• _Dataset excerpt_:
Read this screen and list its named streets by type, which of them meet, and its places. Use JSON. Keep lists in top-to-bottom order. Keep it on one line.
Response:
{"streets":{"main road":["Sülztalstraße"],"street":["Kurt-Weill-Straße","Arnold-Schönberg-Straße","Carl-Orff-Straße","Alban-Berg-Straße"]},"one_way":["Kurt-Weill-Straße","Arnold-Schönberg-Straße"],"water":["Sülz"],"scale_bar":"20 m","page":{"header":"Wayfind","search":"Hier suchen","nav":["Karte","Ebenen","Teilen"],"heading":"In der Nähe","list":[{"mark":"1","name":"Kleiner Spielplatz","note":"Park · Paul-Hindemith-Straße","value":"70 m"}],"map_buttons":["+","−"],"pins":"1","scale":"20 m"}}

• _Task brief_: Please reproduce the listing exactly, keeping every line as it is.

• _Finished task_:
Read this screen and list its named streets by type, which of them meet, and its places. Use JSON. Keep lists in top-to-bottom order. Keep it on one line.
Response:
{"streets":{"main road":["Sülztalstraße"],"street":["Kurt-Weill-Straße","Arnold-Schönberg-Straße","Carl-Orff-Straße","Alban-Berg-Straße"]},"one_way":["Kurt-Weill-Straße","Arnold-Schönberg-Straße"],"water":["Sülz"],"scale_bar":"20 m","page":{"header":"Wayfind","search":"Hier suchen","nav":["Karte","Ebenen","Teilen"],"heading":"In der Nähe","list":[{"mark":"1","name":"Kleiner Spielplatz","note":"Park · Paul-Hindemith-Straße","value":"70 m"}],"map_buttons":["+","−"],"pins":"1","scale":"20 m"}}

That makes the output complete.